About an hour after our stop in immigration for South
Africa, we turned off the highway to the Kruger National Park entrance. The
buses pulled to a stop while our guide (the drivers called him Big Ray) went
into the office with our ship’s escort to register our arrival. As I sat in the
bus I looked out at some large clumps of what at first I thought were stones.
Nope. Elephant poop! Really? Here at the entrance to the park? I smiled. I
could hardly wait to begin.
We were barely through the park entrance when we spotted our
first giraffe. It was a young one according to Big Ray who used to be a park
ranger. Eyes straining to see into the underbrush and trees, we rode another
half hour or so to our lodge, the Lukimbi. It was amazing. More than I could have
imagined even after seeing the pictures on the website. After a brief
introduction and the signing of a waiver just in case we should become a lion’s
snack, we were led to our rooms.
The bungalow was luxury—remember we’d spent 70 days in a 250
square foot room on the ship.

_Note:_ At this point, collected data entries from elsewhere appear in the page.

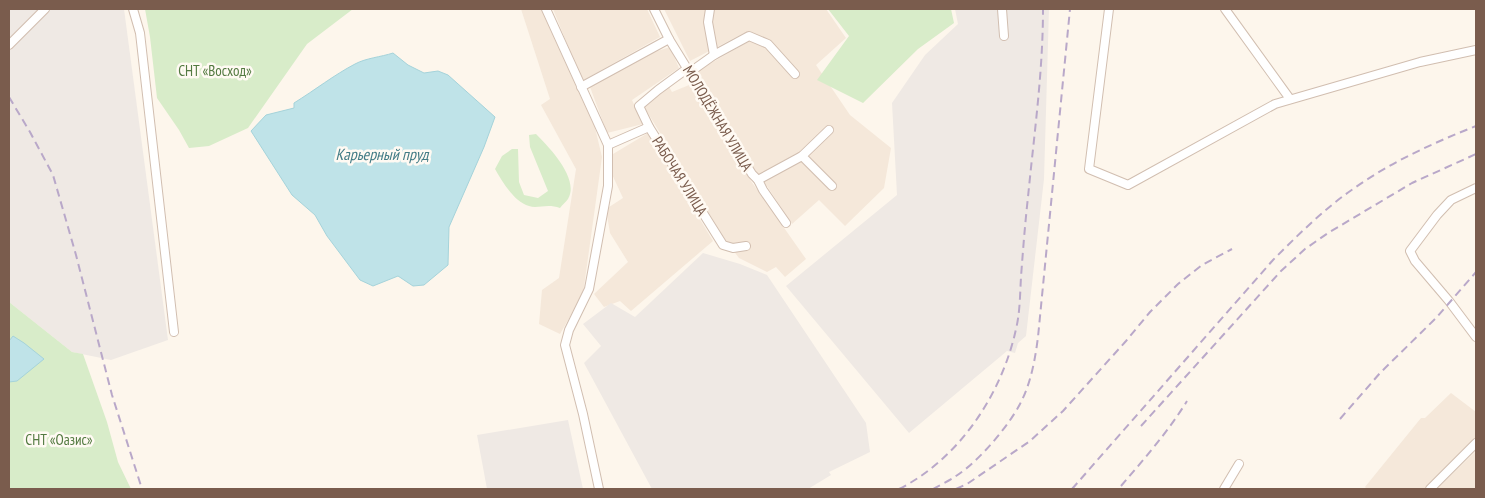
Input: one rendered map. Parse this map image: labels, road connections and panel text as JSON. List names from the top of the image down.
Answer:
{
  "streets": {
    "street": ["МОЛОДЁЖНАЯ УЛИЦА", "РАБОЧАЯ УЛИЦА"]
  },
  "crossings": [
    ["МОЛОДЁЖНАЯ УЛИЦА", "РАБОЧАЯ УЛИЦА"]
  ],
  "water": ["Карьерный пруд"],
  "parks": ["СНТ «Восход»", "СНТ «Оазис»"]
}
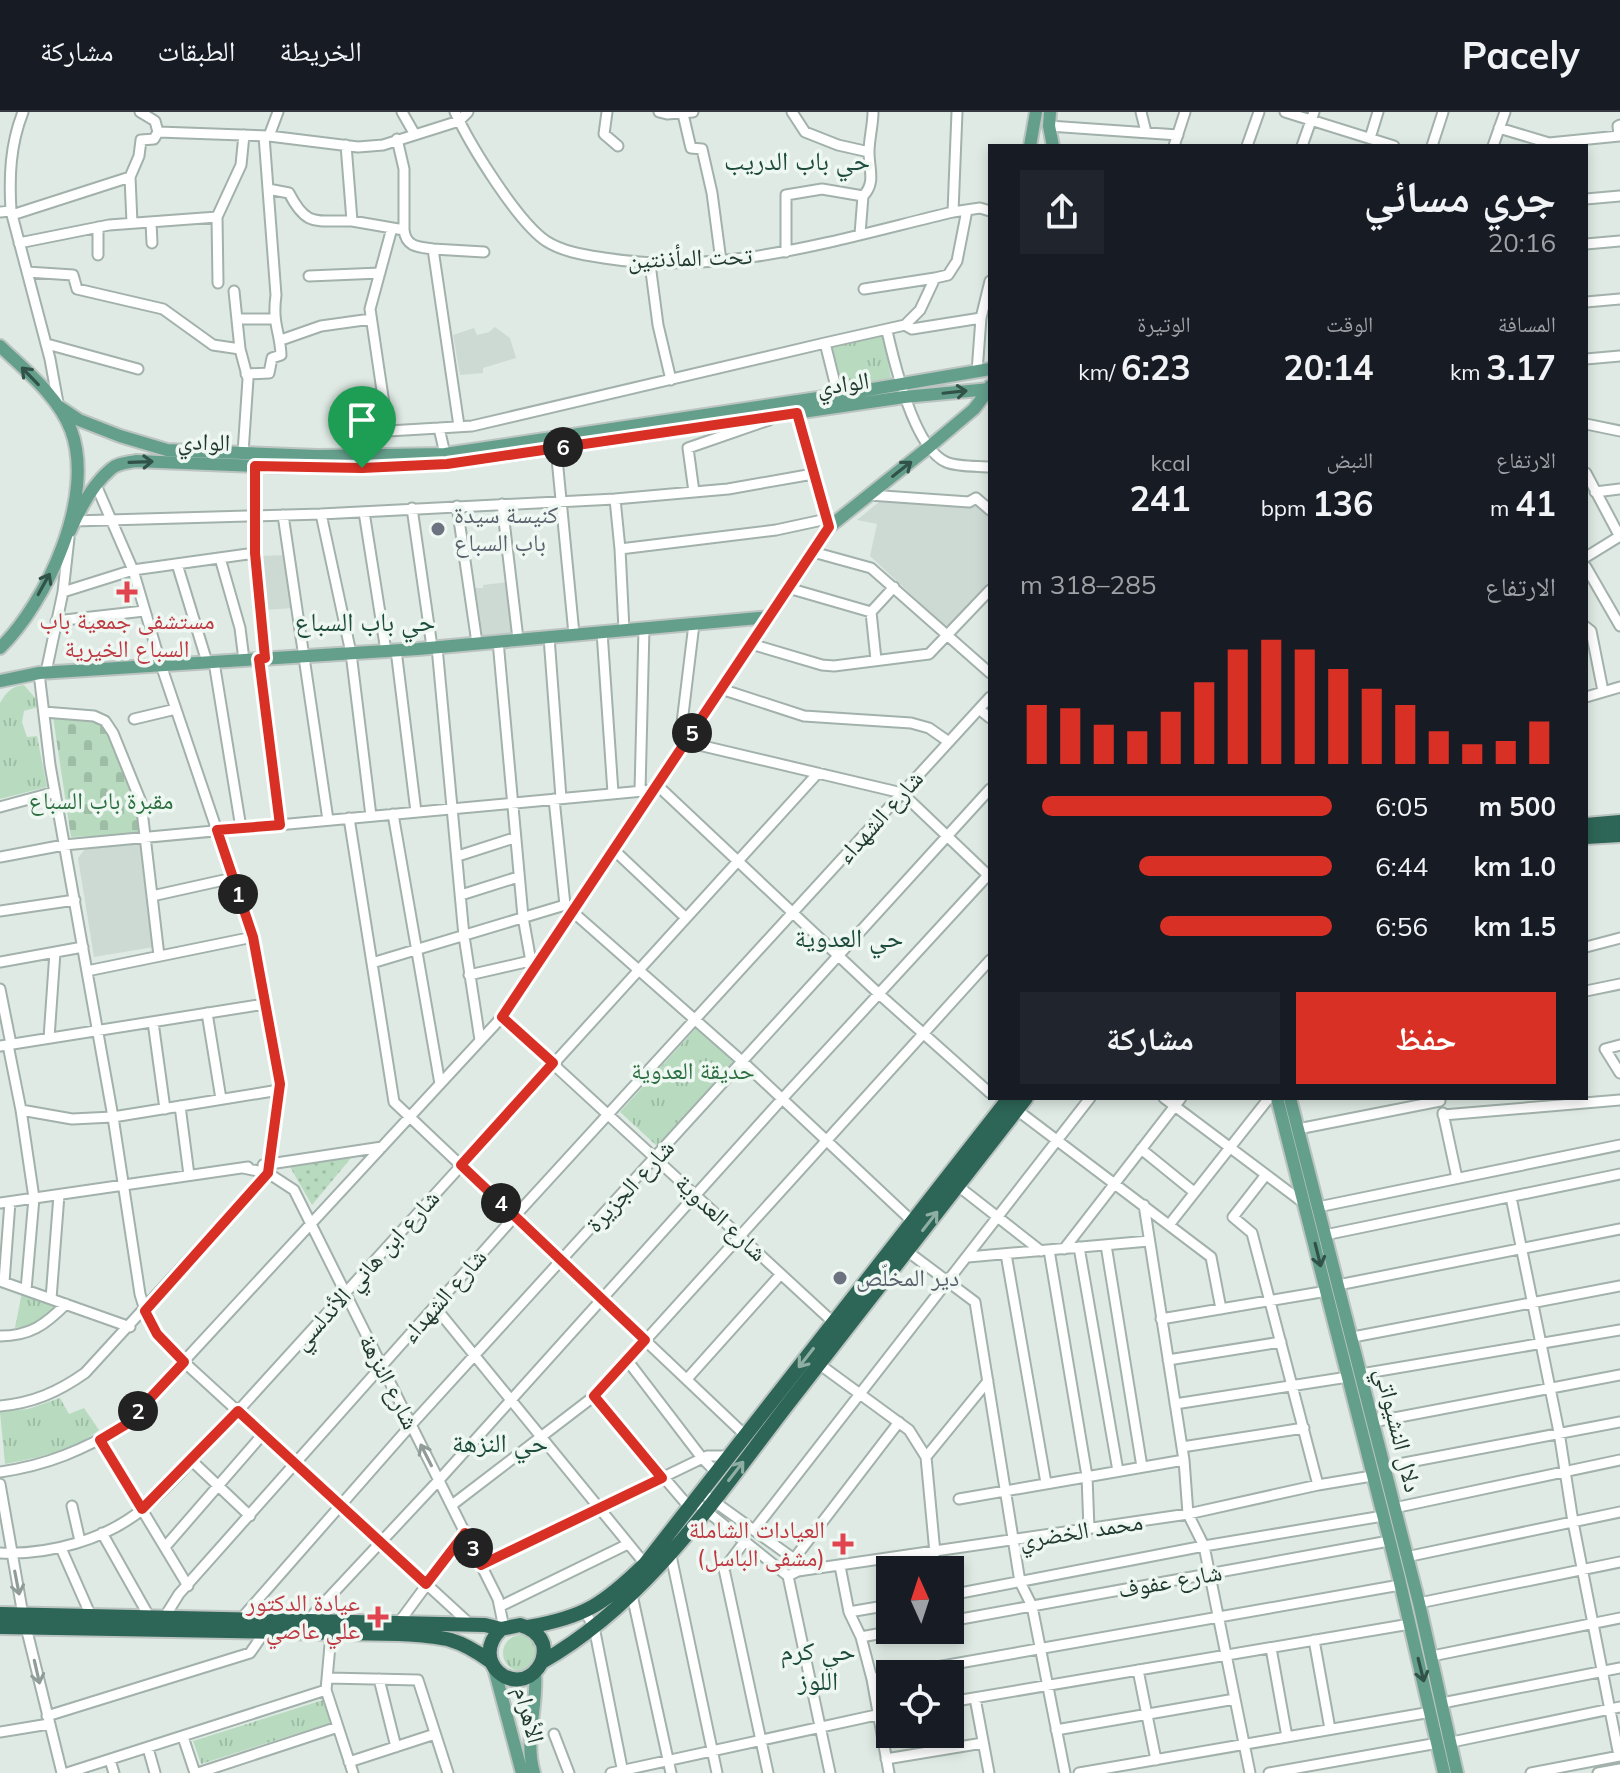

We had a bedroom, a sitting area and a huge bath
with an indoor and outdoor shower. The only uncomfortable part was that there
were no shades to draw in the bathroom. You had to figure that anyone who stood
out in the wilderness before us at night deserved what they saw.
After a wonderful lunch with all sorts of fresh fruits,
vegetables, and chicken, we went to our room to rest a bit before our first
scheduled safari at four. Unfortunately, I wasn’t feeling well. Thanks to my
generous husband I was coming down with the cold that had been going around the
ship. Wouldn’t you know it would hit me at the highlight of my cruise.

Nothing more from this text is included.